**WHAT THIS TASK INVOLVES:** Every line of the material that mentions the word "lists" should be copied out.

Start of AVAILABLE RECORDS

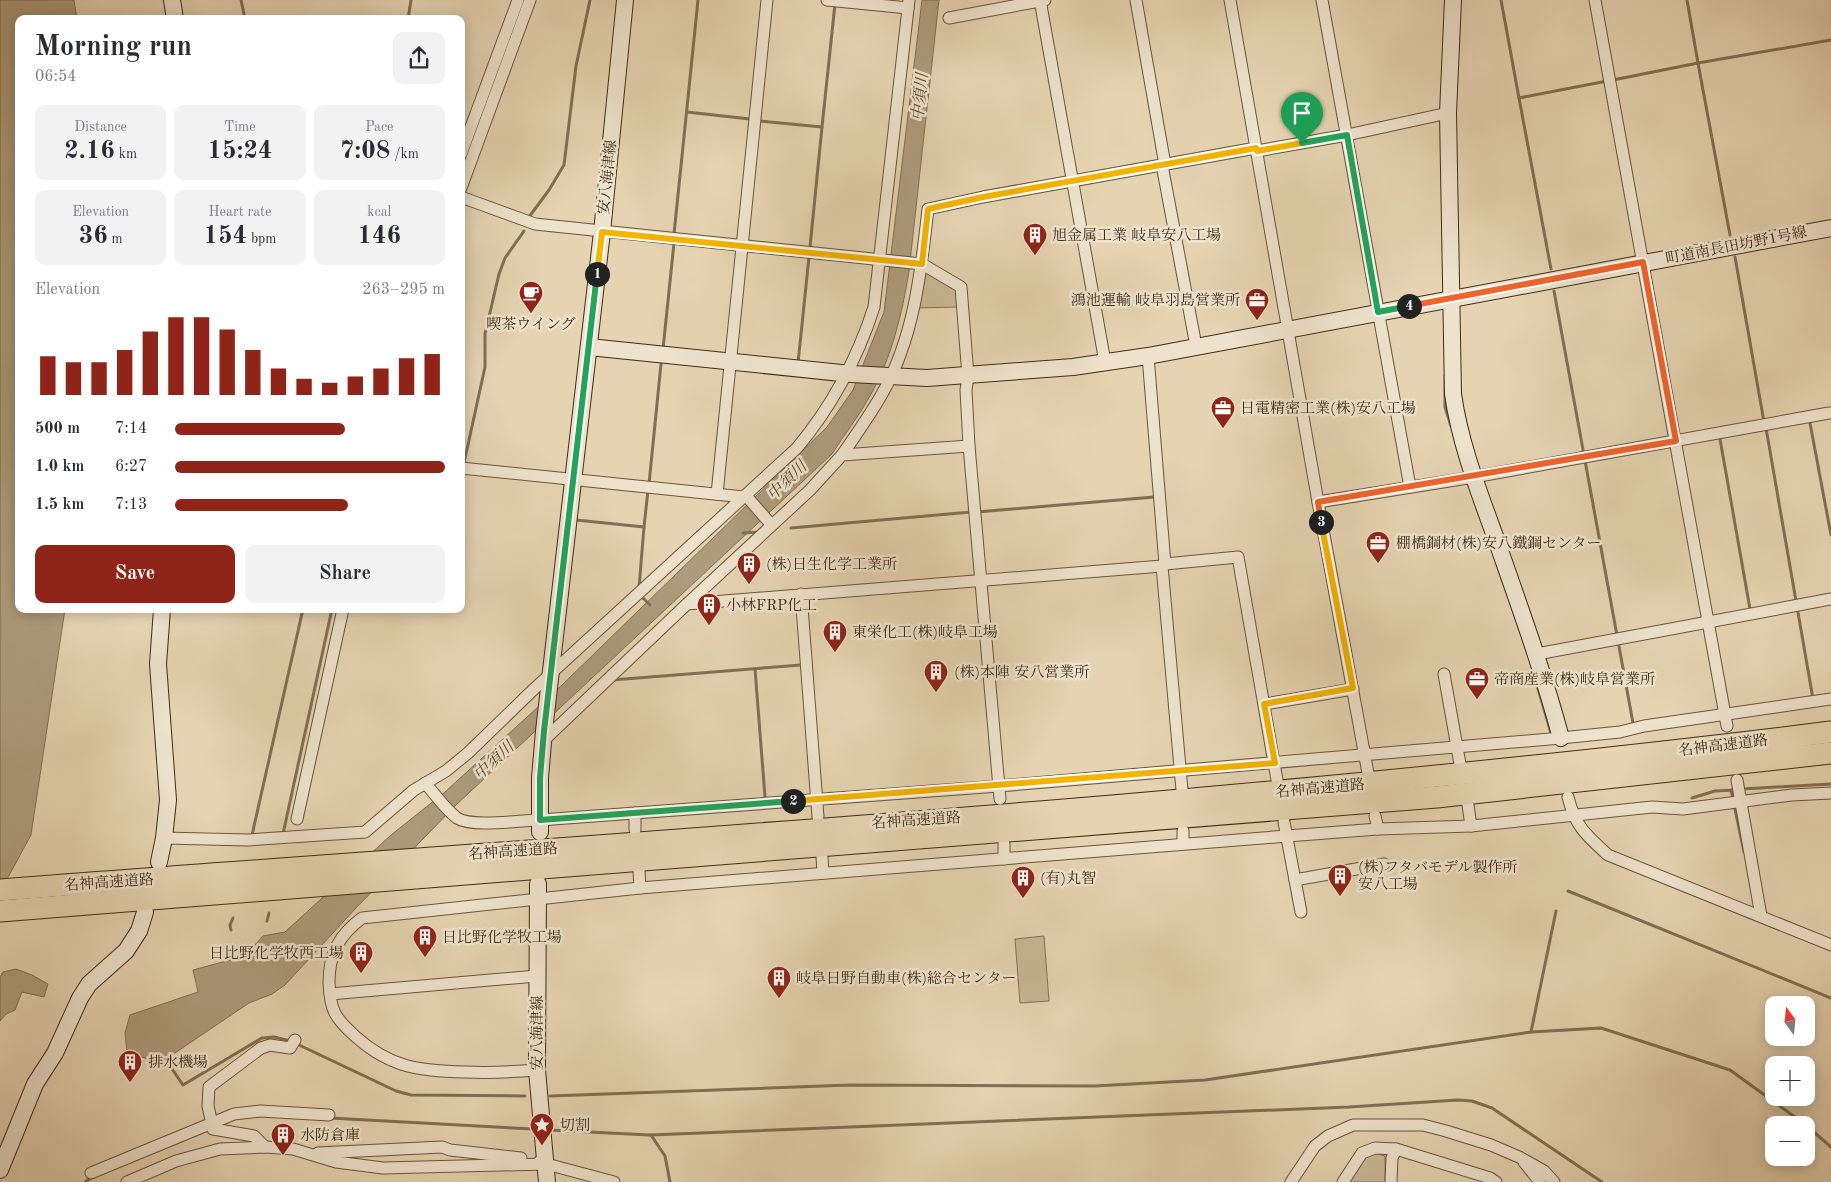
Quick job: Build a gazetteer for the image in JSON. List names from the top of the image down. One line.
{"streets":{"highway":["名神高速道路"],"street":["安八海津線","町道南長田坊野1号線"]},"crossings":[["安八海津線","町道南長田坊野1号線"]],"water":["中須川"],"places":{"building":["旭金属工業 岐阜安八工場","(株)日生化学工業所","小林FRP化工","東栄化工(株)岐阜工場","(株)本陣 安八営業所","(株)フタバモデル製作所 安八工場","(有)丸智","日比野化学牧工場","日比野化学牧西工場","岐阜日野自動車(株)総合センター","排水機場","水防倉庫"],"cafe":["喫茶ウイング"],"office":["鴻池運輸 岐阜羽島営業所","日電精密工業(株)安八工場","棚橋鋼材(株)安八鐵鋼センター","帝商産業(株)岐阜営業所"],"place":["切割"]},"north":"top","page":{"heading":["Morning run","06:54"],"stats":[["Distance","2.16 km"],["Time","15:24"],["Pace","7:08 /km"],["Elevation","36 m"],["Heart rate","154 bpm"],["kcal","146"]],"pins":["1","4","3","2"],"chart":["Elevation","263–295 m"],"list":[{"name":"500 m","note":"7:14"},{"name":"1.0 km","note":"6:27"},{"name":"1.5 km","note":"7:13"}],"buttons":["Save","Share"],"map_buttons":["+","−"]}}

End of AVAILABLE RECORDS
Start of AVAILABLE RECORDS

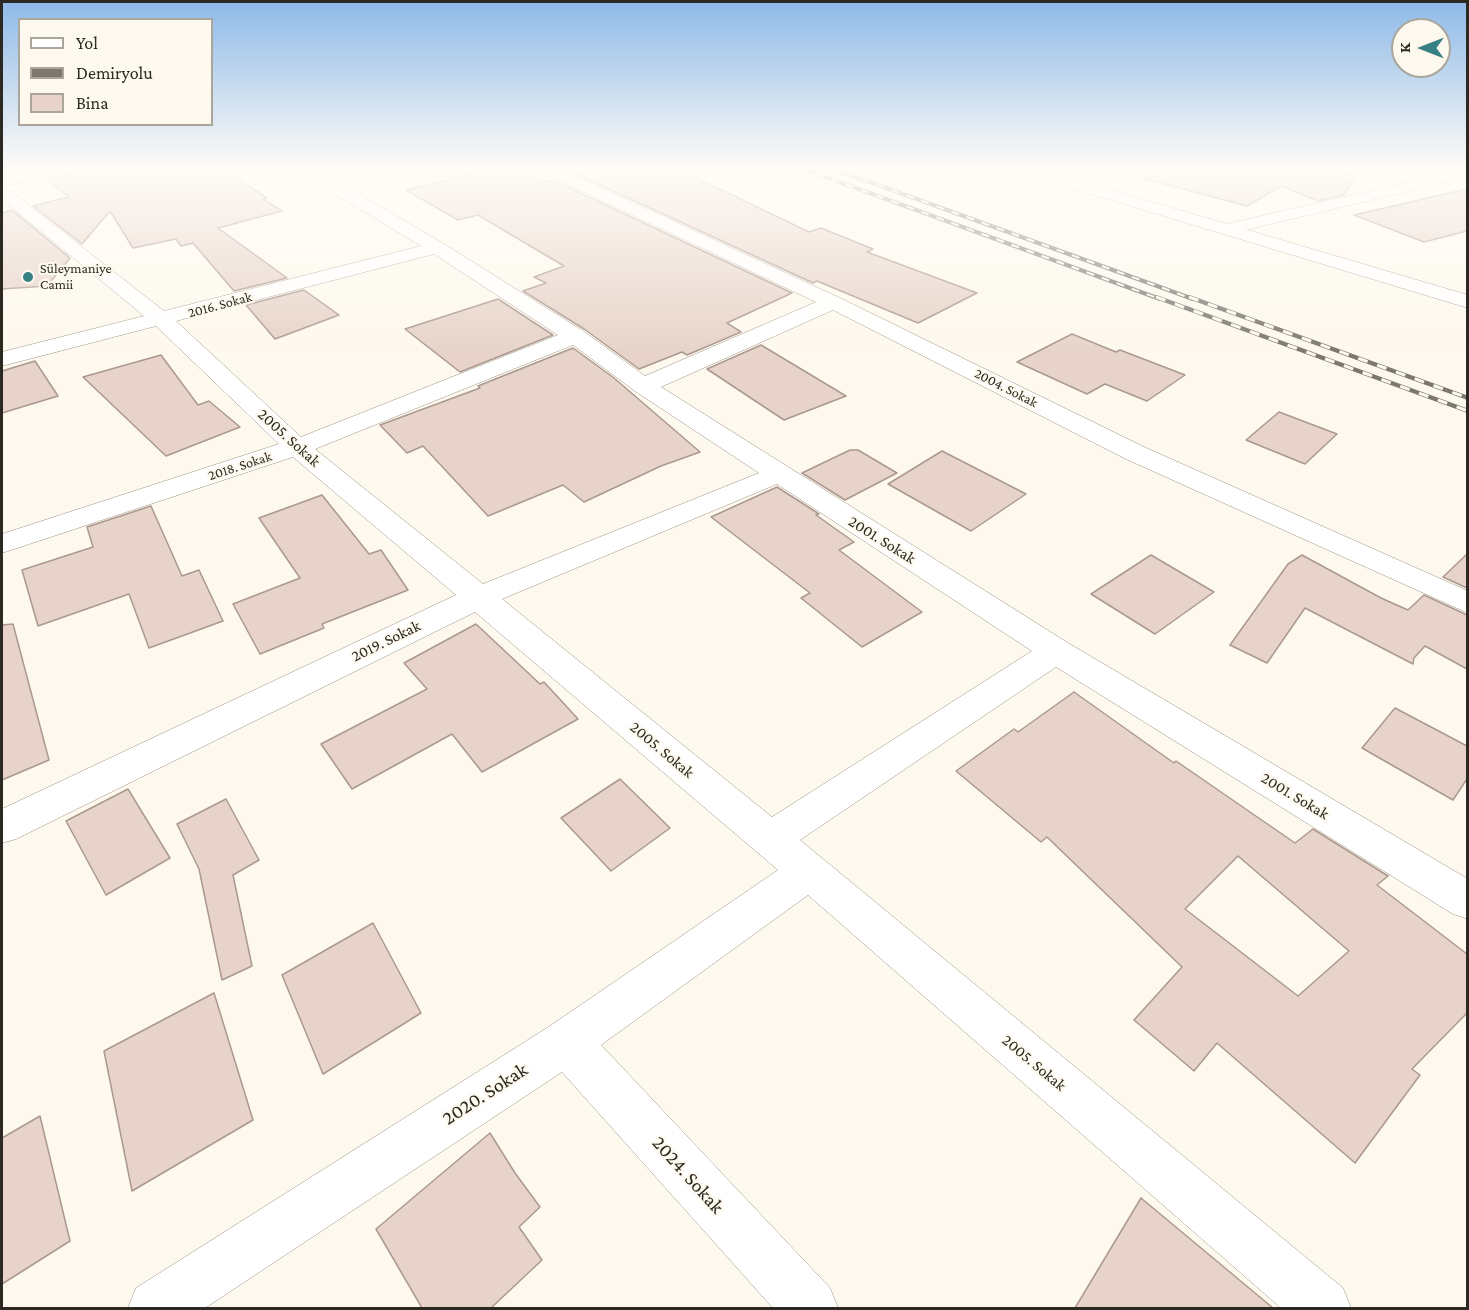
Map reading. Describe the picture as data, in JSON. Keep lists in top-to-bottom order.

End of AVAILABLE RECORDS
Start of AVAILABLE RECORDS

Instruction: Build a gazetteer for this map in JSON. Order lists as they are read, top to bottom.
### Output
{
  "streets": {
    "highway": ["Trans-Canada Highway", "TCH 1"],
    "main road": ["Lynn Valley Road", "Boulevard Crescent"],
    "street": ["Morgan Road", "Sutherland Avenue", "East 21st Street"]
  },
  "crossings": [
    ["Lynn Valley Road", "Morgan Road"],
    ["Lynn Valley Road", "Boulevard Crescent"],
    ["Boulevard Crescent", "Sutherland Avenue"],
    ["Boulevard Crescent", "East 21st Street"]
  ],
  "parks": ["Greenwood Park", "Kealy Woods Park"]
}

End of AVAILABLE RECORDS

**RESPONSE TO THIS EXERCISE:**
Map reading. Describe the picture as data, in JSON. Keep lists in top-to-bottom order.
Instruction: Build a gazetteer for this map in JSON. Order lists as they are read, top to bottom.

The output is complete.